The student was removed from Mungo’s class and placed on a two-day suspension.
“Initially when the parents were contacted, the parents seemed to be truly embarrassed. Then when the student was suspended and the parents were informed, then the parents were irate,” Mungo said.
“It’s 2022. Just to have some type of hate crime is absolutely ridiculous. I was sickened. I was highly upset. So upset, I took the next day off. I didn’t go to work that Friday.”
Mungo is pursuing legal action because he’s “fed up with the racism,” he said, adding, “especially at our academic institutions.”
“Coming from the HBCUs and other colleges, the bomb threats, the nooses, the bananas and now it’s streaming into public education. It’s time to take a stand and just let people know it will not be tolerated. I know I’m not tolerating it. You have to speak up. You can’t allow it to go on because then it will just continue to go on,” he told 10 On Your Side.
Attorney Ali Shahrestani, who is not involved with this unique case, commented on Mungo’s lawsuit in a statement to Newsweek. He said the teacher may have taken legal matters “to make a bigger point here because the school issued a meager two-day suspension for an arguable hate crime and an act of malicious and racist harassment against an African American teacher in a predominantly white public school,” Shahrestani said.

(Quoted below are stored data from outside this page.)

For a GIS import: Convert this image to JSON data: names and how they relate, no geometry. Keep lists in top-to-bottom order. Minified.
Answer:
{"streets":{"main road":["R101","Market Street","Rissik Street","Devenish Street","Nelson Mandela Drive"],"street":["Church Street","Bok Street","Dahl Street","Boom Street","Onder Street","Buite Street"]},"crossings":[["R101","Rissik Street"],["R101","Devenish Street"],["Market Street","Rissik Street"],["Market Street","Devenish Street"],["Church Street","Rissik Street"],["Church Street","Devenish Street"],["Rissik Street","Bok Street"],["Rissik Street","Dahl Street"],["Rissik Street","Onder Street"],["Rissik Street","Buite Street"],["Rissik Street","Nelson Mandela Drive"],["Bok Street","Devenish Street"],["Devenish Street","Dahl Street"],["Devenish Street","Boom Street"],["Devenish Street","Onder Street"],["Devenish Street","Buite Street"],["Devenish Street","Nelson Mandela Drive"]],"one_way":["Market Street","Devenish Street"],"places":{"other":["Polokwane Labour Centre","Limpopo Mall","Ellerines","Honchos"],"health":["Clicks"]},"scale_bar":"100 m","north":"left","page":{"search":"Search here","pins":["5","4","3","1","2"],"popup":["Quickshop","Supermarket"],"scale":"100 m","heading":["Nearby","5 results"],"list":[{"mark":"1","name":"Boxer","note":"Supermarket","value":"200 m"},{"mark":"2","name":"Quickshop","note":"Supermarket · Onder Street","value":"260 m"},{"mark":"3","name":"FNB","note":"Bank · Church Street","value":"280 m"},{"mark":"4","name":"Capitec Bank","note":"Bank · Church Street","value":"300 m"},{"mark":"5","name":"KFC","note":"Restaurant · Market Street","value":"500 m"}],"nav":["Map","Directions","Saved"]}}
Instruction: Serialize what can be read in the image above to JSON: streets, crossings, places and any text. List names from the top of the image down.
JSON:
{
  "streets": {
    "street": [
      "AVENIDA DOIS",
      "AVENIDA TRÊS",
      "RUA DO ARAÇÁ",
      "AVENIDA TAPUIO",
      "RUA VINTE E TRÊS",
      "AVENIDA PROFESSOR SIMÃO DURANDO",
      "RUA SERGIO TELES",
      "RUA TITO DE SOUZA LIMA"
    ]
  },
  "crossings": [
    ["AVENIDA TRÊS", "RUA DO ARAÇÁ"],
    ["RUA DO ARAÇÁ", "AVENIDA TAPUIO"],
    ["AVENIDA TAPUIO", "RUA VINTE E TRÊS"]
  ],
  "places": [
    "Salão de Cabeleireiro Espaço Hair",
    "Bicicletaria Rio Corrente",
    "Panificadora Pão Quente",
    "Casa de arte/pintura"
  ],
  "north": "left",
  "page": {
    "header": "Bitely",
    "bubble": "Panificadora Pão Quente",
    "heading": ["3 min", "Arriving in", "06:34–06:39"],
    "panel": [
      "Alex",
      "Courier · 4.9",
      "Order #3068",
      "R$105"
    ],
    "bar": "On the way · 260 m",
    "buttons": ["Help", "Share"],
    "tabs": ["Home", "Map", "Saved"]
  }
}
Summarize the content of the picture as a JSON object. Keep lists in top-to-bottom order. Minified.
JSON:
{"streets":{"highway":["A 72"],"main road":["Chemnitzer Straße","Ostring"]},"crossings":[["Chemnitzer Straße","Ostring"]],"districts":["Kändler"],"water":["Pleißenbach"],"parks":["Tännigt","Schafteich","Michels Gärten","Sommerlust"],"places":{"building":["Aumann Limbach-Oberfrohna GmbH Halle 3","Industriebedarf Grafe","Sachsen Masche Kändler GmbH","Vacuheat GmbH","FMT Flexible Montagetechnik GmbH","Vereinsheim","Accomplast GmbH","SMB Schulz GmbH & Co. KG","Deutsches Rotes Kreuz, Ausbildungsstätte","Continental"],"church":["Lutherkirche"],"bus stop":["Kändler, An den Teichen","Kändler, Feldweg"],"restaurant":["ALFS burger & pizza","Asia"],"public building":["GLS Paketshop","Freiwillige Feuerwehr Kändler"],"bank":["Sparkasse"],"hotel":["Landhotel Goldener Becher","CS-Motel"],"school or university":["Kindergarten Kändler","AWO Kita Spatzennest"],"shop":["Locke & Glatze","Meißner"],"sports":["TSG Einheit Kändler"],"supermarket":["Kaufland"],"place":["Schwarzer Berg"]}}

“The tenth-grade student is arguably old enough to know better, and a more appropriate punishment should have been immediate expulsion, especially when the school possesses video evidence of the student’s illegal actions,” he added.
Shahrestani said if Mungo was his client, he would advise him to “consider a lawsuit against the school for supporting a hostile work environment via its negligent failure to dole out a reasonable punishment.”